Task description:
Find the string "Transcribe" in the data, and copy out each line that has it.

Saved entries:
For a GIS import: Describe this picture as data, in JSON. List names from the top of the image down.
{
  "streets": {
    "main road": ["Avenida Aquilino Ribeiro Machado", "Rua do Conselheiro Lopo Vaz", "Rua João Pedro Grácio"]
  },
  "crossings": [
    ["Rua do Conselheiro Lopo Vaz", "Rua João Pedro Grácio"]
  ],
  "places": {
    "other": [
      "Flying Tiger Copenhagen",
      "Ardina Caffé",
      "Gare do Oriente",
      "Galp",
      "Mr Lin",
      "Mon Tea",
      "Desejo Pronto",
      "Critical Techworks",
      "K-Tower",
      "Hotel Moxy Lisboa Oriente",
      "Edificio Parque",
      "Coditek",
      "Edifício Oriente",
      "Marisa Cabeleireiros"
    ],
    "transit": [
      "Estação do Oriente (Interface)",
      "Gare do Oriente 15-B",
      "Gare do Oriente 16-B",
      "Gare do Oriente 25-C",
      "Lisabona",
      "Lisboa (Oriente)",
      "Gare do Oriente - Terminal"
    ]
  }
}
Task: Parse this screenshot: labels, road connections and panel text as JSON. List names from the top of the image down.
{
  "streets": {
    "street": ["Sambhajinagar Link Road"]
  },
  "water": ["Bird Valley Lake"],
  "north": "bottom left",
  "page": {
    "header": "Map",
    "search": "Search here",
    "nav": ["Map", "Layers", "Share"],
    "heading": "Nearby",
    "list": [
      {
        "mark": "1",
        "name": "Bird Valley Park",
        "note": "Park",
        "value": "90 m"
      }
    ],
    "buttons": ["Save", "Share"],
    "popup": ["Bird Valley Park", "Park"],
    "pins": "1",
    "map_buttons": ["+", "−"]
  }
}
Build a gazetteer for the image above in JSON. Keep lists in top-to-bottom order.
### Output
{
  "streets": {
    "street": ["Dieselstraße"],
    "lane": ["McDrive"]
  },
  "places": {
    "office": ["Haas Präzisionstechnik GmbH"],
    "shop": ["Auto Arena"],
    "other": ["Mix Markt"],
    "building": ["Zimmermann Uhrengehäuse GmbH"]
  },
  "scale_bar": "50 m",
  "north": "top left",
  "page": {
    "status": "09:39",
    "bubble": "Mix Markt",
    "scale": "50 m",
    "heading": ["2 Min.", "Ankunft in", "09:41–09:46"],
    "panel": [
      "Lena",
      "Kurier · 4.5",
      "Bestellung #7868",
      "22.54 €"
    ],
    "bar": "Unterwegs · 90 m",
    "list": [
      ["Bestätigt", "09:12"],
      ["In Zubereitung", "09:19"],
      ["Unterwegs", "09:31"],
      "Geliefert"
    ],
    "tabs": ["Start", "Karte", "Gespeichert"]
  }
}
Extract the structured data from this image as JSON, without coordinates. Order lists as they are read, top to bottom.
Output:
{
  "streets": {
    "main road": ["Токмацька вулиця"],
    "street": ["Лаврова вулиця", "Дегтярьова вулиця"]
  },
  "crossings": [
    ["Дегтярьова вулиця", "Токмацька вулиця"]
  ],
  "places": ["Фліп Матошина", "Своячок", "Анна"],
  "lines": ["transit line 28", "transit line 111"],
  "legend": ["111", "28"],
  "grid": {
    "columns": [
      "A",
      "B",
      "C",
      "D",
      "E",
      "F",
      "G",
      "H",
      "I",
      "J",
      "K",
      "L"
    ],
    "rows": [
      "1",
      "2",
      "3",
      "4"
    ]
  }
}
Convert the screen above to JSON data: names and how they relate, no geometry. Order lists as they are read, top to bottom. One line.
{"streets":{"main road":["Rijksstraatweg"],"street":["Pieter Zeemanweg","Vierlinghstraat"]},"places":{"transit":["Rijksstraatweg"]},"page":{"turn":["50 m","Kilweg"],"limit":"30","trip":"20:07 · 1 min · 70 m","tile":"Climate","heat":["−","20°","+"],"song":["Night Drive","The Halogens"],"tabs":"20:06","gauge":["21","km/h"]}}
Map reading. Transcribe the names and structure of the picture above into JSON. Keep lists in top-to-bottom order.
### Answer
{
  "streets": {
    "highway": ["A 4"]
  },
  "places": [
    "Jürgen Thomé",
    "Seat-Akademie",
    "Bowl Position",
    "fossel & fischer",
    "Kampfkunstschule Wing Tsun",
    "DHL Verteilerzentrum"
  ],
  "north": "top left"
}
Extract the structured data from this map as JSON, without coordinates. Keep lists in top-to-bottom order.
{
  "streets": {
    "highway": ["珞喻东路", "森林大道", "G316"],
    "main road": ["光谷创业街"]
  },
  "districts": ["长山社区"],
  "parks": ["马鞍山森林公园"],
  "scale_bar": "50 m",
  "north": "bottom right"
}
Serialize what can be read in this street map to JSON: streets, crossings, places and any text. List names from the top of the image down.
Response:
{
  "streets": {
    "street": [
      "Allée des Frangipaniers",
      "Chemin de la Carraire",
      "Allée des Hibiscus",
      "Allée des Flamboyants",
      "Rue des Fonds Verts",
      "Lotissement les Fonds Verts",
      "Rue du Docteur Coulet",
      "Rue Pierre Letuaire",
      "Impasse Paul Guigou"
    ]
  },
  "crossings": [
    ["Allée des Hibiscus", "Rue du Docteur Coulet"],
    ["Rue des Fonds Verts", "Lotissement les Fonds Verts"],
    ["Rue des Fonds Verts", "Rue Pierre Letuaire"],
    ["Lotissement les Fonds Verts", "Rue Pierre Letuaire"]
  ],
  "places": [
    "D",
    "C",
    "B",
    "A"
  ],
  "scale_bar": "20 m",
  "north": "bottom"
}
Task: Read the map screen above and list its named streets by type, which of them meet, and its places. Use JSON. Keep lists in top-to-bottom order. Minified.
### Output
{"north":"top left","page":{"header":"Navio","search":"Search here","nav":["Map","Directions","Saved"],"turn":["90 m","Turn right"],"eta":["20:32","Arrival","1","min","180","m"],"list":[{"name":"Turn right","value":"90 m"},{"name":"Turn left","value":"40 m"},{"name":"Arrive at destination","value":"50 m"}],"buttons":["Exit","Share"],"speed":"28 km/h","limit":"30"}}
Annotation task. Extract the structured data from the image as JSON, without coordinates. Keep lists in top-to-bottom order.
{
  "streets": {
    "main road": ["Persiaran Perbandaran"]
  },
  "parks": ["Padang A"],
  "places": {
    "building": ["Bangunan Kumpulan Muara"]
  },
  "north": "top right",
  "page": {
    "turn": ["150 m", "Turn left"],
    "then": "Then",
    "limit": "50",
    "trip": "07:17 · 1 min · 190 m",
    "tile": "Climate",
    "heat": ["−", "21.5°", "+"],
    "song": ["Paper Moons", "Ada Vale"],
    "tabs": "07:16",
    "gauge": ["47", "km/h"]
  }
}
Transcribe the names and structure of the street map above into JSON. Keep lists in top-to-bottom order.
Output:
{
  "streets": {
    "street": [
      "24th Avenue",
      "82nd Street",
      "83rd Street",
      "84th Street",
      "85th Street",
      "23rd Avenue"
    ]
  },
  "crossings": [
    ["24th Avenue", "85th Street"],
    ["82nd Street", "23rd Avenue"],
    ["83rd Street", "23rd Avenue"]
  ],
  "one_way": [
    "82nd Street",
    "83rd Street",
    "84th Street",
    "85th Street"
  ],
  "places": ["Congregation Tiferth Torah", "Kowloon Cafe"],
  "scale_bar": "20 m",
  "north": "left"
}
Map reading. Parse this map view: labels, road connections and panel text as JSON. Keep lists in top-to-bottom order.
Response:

Answer box:
Map reading. Transcribe the names and structure of the picture above into JSON. Keep lists in top-to-bottom order.
Transcribe the names and structure of the street map above into JSON. Keep lists in top-to-bottom order.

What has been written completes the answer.